Julie Carnes and Jill Pryor were confirmed in recent months to the 11th U.S. Circuit Court of Appeals in Atlanta. In addition to May, the Senate is set to act soon on Atlanta attorney Mark Cohen and DeKalb County State Court Judge Eleanor Ross for the U.S. District Court in Atlanta; and assistant U.S. Attorney Leslie Joyce Abrams to sit on the bench in Albany.
Ross and Abrams would be the first African-American female U.S. District Court judges in Georgia history.
The most controversial member of the group was Georgia Court of Appeals Judge Michael Boggs, whose record as a state legislator on abortion, gay rights and the old state flag came under fire from Democrats and liberal groups.
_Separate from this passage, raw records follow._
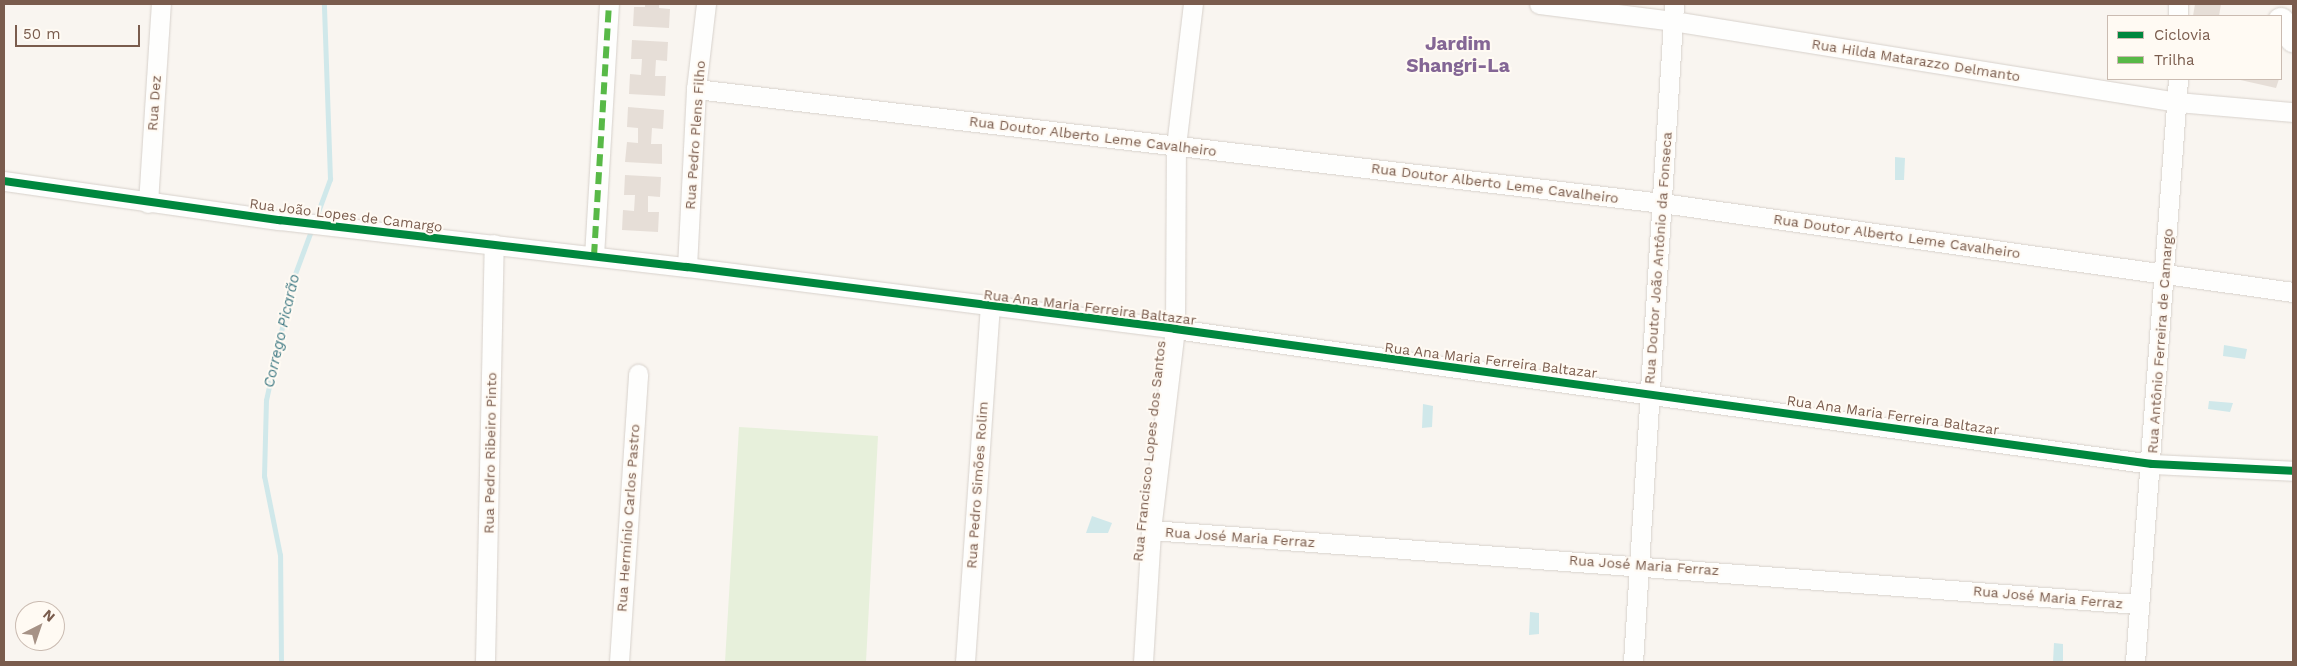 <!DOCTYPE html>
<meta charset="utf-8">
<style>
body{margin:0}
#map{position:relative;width:2297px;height:666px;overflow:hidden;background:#f9f5f0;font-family:"Work Sans",sans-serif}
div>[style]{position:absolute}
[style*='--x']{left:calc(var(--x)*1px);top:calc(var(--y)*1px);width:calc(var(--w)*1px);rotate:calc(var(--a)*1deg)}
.green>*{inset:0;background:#e7f0db}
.water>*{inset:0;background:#d0e8ea}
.stream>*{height:5px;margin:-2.5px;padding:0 2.5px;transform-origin:2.5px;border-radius:2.5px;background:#d0e8ea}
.building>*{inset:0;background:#e6ded7}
.roads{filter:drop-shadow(0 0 1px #d7d1cb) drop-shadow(0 0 1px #d7d1cb)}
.minor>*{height:19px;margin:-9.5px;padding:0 9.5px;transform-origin:9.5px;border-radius:9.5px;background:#fefefd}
.secondary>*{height:26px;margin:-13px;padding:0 13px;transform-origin:13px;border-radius:13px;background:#fefefd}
.quiet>*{height:6px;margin-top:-3px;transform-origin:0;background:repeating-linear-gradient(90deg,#58b947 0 12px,transparent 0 18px)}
.cycleway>*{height:8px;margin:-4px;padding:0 4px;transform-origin:4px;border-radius:4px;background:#00873e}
span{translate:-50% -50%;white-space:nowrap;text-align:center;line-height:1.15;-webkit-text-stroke:4px #fffaf3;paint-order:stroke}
.street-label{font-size:14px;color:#7a5c4d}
.water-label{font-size:15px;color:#437c86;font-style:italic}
.district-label{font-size:19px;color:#846695;font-weight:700}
.frame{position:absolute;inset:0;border:5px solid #7a5c4d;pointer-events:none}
.legend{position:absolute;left:2107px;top:15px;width:175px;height:65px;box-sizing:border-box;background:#fffaf3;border:1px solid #cabbb1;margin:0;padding:6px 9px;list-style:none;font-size:15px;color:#7a5c4d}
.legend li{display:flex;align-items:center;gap:10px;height:25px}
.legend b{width:25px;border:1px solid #cabbb1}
.north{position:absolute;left:15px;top:601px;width:50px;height:50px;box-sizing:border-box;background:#fffaf3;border:1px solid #cabbb1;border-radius:50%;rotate:41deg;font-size:14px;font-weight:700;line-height:20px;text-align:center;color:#7a5c4d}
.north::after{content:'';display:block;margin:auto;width:18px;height:22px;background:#a69286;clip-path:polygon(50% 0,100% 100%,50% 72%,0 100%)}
.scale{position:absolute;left:15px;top:25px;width:125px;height:22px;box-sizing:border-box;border:2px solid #7a5c4d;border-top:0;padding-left:6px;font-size:15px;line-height:18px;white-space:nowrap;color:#7a5c4d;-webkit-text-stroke:4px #fffaf3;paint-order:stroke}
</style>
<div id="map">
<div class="green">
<i style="clip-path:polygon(739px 427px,878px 436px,866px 662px,725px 662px)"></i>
</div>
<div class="water">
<i style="clip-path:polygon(1895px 157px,1905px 158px,1904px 180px,1895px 180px)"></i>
<i style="clip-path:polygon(2224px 345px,2247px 349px,2245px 359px,2223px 356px)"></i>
<i style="clip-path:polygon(2209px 401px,2233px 403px,2230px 412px,2208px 409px)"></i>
<i style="clip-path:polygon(1423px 404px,1433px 406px,1432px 427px,1422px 428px)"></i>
<i style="clip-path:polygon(1092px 516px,1112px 523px,1108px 533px,1086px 533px)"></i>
<i style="clip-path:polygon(1530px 612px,1539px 613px,1539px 634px,1529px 635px)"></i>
<i style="clip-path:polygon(2054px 643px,2063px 644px,2063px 662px,2053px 662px)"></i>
</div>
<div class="stream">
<i style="--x:315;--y:220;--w:44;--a:-69.9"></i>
<i style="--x:330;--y:179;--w:175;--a:-92"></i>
<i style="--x:281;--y:662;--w:107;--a:-90.5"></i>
<i style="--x:280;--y:555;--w:81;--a:-101.4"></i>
<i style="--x:264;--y:476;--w:76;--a:-88.5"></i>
<i style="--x:266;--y:400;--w:121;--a:-77.6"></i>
<i style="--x:292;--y:282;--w:58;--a:-69.7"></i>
</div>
<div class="building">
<i style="clip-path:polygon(645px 4px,659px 4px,659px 8px,670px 9px,669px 28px,633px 26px,634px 7px,645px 7px)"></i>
<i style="clip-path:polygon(2195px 4px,2221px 4px,2219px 16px,2193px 16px)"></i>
<i style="clip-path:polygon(632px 40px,668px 42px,667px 61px,656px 60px,655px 76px,666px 76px,665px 96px,629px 94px,630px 74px,641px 75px,642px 59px,631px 59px)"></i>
<i style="clip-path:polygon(2236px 79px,2279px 79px,2276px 88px)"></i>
<i style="clip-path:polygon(628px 107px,664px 110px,663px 129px,652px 128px,651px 144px,662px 144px,662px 164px,625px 162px,627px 142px,638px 143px,638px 128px,627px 127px)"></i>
<i style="clip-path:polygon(625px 175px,661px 177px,660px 197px,648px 196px,648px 212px,659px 212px,658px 232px,622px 230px,623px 210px,634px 211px,635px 195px,624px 195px)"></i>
</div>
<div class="roads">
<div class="minor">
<i style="--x:1539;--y:4;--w:135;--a:7.2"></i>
<i style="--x:1673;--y:21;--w:511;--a:9.11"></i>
<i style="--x:2178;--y:102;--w:115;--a:5"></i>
<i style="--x:2178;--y:16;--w:12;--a:-90"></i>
<i style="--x:696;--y:89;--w:973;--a:6.73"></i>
<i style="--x:1662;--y:203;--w:637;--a:8.03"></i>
<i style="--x:4;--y:181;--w:278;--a:8.1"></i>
<i style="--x:279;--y:220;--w:411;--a:6.6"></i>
<i style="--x:687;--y:267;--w:492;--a:7.2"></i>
<i style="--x:1175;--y:329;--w:986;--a:7.87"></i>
<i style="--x:2152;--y:464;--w:141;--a:2.8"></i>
<i style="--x:148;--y:203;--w:199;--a:-86.3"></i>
<i style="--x:594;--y:256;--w:252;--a:-86.6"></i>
<i style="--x:687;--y:267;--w:178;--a:-87.1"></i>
<i style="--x:696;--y:89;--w:86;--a:-83.3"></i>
<i style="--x:1151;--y:530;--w:990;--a:4.29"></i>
<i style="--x:485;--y:662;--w:418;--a:-88.8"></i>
<i style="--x:619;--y:662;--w:289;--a:-86.2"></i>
<i style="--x:965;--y:662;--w:356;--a:-86"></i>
<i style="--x:1143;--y:662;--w:132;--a:-86.5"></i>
<i style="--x:1151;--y:530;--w:202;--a:-83.2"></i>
<i style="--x:1175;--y:329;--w:183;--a:-89.7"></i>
<i style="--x:1176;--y:146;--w:143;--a:-83.2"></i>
<i style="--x:1633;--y:662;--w:659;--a:-86.43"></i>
<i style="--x:2135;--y:662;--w:585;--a:-85.78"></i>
</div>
<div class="secondary">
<i style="--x:2281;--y:21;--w:22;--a:56"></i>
</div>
</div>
<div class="quiet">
<i style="--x:594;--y:256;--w:252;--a:-86.6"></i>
</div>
<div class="cycleway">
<i style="--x:4;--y:181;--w:278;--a:8.1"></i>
<i style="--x:279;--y:220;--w:411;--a:6.6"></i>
<i style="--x:687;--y:267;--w:492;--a:7.2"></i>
<i style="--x:1175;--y:329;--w:986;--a:7.87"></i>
<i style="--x:2152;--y:464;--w:141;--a:2.8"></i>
</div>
<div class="street-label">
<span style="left:1916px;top:60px;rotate:9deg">Rua Hilda Matarazzo Delmanto</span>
<span style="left:154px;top:103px;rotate:-86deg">Rua Dez</span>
<span style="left:695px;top:135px;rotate:-86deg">Rua Pedro Plens Filho</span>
<span style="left:1093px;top:136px;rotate:7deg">Rua Doutor Alberto Leme Cavalheiro</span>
<span style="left:1495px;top:183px;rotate:7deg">Rua Doutor Alberto Leme Cavalheiro</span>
<span style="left:346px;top:215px;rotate:7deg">Rua João Lopes de Camargo</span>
<span style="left:1897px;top:236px;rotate:8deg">Rua Doutor Alberto Leme Cavalheiro</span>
<span style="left:1658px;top:258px;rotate:-86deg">Rua Doutor João Antônio da Fonseca</span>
<span style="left:1090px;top:307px;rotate:7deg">Rua Ana Maria Ferreira Baltazar</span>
<span style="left:2160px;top:341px;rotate:-86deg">Rua Antônio Ferreira de Camargo</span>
<span style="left:1491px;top:360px;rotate:7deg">Rua Ana Maria Ferreira Baltazar</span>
<span style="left:1893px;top:415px;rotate:8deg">Rua Ana Maria Ferreira Baltazar</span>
<span style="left:1149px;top:451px;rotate:-84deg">Rua Francisco Lopes dos Santos</span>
<span style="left:490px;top:453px;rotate:-89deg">Rua Pedro Ribeiro Pinto</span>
<span style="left:977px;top:485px;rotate:-86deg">Rua Pedro Simões Rolim</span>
<span style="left:628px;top:518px;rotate:-86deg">Rua Hermínio Carlos Pastro</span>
<span style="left:1240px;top:537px;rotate:4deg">Rua José Maria Ferraz</span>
<span style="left:1644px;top:565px;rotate:4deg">Rua José Maria Ferraz</span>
<span style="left:2048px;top:597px;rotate:5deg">Rua José Maria Ferraz</span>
</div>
<div class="water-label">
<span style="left:282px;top:331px;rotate:-77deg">Corrego Picarão</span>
</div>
<div class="district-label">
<span style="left:1458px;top:55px">Jardim<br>Shangri-La</span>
</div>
<div class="frame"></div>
<ul class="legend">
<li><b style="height:6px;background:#00873e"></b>Ciclovia</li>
<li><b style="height:6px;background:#58b947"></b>Trilha</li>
</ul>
<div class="north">N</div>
<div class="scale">50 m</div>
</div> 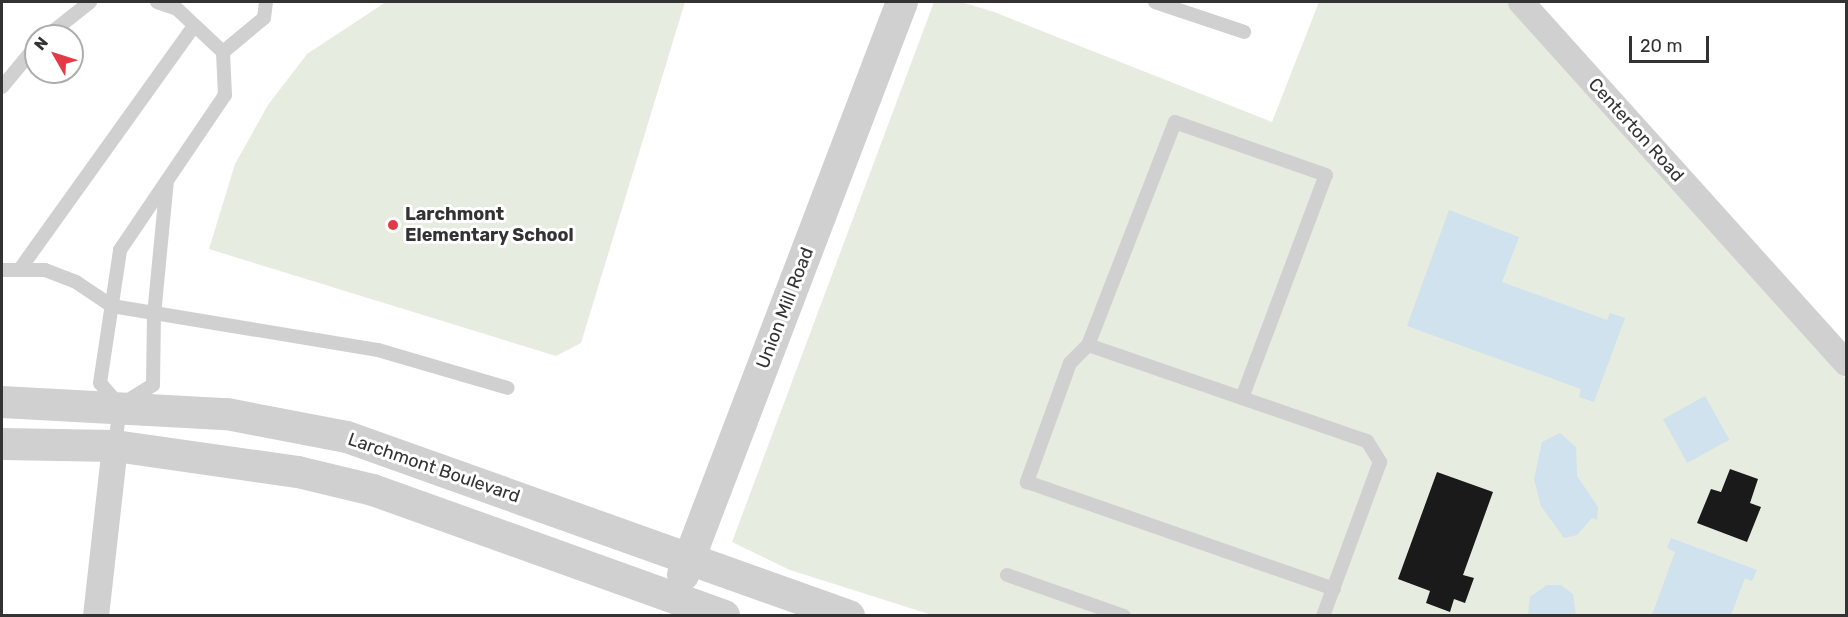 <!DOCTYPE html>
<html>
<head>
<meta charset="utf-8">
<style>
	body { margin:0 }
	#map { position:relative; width:1848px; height:617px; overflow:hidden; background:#fff; font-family:Rubik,sans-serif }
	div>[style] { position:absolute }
	.green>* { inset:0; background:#e6ecdf }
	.water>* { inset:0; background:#cfe2ee; transform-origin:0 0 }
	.building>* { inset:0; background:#1a1a1a }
	.service>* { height:14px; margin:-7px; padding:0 7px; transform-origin:7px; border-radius:7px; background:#d0d0d0 }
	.minor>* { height:26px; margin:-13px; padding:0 13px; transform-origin:13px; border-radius:13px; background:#d0d0d0 }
	.tertiary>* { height:32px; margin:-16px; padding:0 16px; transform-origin:16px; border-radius:16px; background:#d0d0d0 }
	.dots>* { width:16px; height:16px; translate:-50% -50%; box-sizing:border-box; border:3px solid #fff; border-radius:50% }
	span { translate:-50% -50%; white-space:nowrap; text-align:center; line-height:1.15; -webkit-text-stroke:6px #fff; paint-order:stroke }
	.street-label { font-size:18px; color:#333 }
	.poi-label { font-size:18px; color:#333; font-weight:700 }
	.left { translate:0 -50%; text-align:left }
	.frame { position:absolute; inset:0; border:3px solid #333; pointer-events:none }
	.north { position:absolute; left:24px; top:24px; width:60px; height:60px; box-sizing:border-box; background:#fff; border:2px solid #adadad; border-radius:50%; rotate:309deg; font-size:16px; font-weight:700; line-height:24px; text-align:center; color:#333 }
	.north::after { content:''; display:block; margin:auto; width:21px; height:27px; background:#e63946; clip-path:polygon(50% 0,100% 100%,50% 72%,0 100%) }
	.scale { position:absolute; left:1629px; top:36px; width:80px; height:27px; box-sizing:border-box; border:3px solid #333; border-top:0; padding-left:8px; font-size:18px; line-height:21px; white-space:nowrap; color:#333; -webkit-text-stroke:4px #fff; paint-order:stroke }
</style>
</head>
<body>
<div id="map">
	<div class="green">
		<div style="clip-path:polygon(386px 2px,685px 2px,581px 343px,556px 356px,209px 249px,235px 164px,268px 105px,307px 54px)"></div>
		<div style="clip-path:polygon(934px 2px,961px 2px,994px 12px,1272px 122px,1319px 2px,1514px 2px,1846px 379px,1846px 615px,932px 615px,790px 570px,732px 542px)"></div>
	</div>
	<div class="water">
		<div style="clip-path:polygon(1449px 210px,1519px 237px,1502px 282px,1607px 320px,1610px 313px,1625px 318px,1594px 402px,1579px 397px,1581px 389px,1407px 326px)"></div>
		<div style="left:1705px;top:396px;width:50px;height:48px;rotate:61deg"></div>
		<div style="clip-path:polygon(1560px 433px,1576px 447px,1577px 476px,1598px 507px,1597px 520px,1592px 518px,1577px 535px,1564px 538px,1541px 506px,1534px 479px,1542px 442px)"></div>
		<div style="clip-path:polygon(1671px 538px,1757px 570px,1752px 581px,1745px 578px,1731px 615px,1652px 615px,1675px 552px,1667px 548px)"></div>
		<div style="clip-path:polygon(1547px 585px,1561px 585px,1573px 594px,1576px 615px,1528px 615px,1530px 597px)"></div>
	</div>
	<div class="building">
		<div style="clip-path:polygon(1730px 469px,1758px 479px,1750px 503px,1761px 507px,1747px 542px,1697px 523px,1711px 489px,1721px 492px)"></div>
		<div style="clip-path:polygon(1437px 472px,1493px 492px,1463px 575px,1474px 578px,1465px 603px,1454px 599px,1450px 612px,1426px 603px,1430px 591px,1398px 579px)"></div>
	</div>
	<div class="service">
		<div style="left:1155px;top:2px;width:94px;rotate:18.6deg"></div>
		<div style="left:47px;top:36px;width:55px;rotate:-38.3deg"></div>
		<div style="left:223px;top:52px;width:53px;rotate:-39.7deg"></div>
		<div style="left:264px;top:18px;width:16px;rotate:-83deg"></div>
		<div style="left:2px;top:87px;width:53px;rotate:-50.3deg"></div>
		<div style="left:20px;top:269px;width:299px;rotate:-54.4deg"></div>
		<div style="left:2px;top:270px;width:43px"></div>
		<div style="left:45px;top:270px;width:33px;rotate:21deg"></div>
		<div style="left:76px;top:282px;width:43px;rotate:33.7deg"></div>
		<div style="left:112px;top:306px;width:270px;rotate:9.4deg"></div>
		<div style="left:378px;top:350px;width:135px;rotate:16.3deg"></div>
		<div style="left:1088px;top:345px;width:295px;rotate:19deg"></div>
		<div style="left:1367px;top:441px;width:25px;rotate:58deg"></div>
		<div style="left:1380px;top:462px;width:164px;rotate:110.3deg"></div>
		<div style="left:1242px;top:398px;width:238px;rotate:-69.4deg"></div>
		<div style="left:1326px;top:175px;width:160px;rotate:-160.7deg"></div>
		<div style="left:1175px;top:122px;width:239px;rotate:111.3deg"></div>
		<div style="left:1088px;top:345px;width:25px;rotate:135deg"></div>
		<div style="left:1070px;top:363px;width:127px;rotate:109.9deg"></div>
		<div style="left:1027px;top:482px;width:325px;rotate:19.2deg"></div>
		<div style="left:124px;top:403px;width:34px;rotate:-32deg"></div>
		<div style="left:153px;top:385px;width:70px;rotate:-89.2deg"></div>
		<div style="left:154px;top:315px;width:135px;rotate:-84.5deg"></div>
		<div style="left:115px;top:446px;width:40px;rotate:-82.9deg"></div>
		<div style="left:120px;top:406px;width:30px;rotate:-131deg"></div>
		<div style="left:100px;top:383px;width:134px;rotate:-81.4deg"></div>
		<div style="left:120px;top:250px;width:187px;rotate:-55.9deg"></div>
		<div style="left:225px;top:95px;width:43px;rotate:-92.7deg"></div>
		<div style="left:223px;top:52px;width:63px;rotate:-136.9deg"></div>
		<div style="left:177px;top:9px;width:21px;rotate:-161deg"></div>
		<div style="left:1007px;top:575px;width:124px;rotate:19.3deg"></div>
	</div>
	<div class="minor">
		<div style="left:1521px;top:2px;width:486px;rotate:48deg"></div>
		<div style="left:96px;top:616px;width:171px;rotate:-83.6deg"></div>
	</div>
	<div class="tertiary">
		<div style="left:2px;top:402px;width:225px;rotate:3.1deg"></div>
		<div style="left:227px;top:414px;width:122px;rotate:10.9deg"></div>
		<div style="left:347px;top:437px;width:533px;rotate:19.62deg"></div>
		<div style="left:2px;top:444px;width:113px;rotate:1deg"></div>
		<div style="left:115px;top:446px;width:185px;rotate:8.1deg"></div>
		<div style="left:298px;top:472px;width:77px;rotate:13.5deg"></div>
		<div style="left:373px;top:490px;width:373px;rotate:19.7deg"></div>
		<div style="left:683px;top:575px;width:613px;rotate:-69.08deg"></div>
	</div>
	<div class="dots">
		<div style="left:393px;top:225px;background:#e63946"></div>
	</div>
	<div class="street-label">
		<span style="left:1636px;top:130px;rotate:48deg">Centerton Road</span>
		<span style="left:785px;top:308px;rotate:-69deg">Union Mill Road</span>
		<span style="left:434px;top:468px;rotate:19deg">Larchmont Boulevard</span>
	</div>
	<div class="poi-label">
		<span class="left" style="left:405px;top:225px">Larchmont<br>Elementary School</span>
	</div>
	<div class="frame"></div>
	<div class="north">N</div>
	<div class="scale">20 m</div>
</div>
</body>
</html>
Judiciary Committee chairman Patrick Leahy, D-Vt., blocked Boggs from getting a committee vote and urged the White House to withdraw his nomination, but the White House has stood by its nominee.
The judicial nomination process has been fraught with animosity since Senate Democrats changed the rules to allow most nominees to overcome a procedural hurdle known as cloture with 51 votes, instead of the usual 60. Republicans retaliated to that “nuclear option” by slowing the process down and forcing cloture votes on even noncontroversial nominees.
Glenn Sugameli, who closely tracks judicial nominations for the environmental group Defenders of Wildlife, said the need for Reid to file cloture motions on the Georgia judges is “absurd.”
He called the actions “knee-jerk obstruction for obstruction’s sake, when it hurts the people and businesses who need federal courts to decide cases, rather than (President Barack) Obama or Democratic senators.”
With Boggs’ nomination blocked, at least one Northern District of Georgia judgeship will remain open next year. The question is whether Obama will renominate Boggs without his nomination being included as part of a package deal.
“My hope is that it’s done,” said U.S. Rep. David Scott, an Atlanta Democrat who has been one of Boggs’ most vocal opponents. “I don’t see any way that the president would want to resurrect something (this) divisive.”
Senator-elect David Perdue, a Republican who will take Chambliss’ place next year, said Monday that he expects to have some vacancies to fill soon. By Senate custom, home-state senators can approve or block White House judicial nominees in their states.
“I just think that the person there needs to be above their personal interests, their activist personal positions,” Perdue said when asked about his philosophy for judges. “This is about interpreting the Constitution.”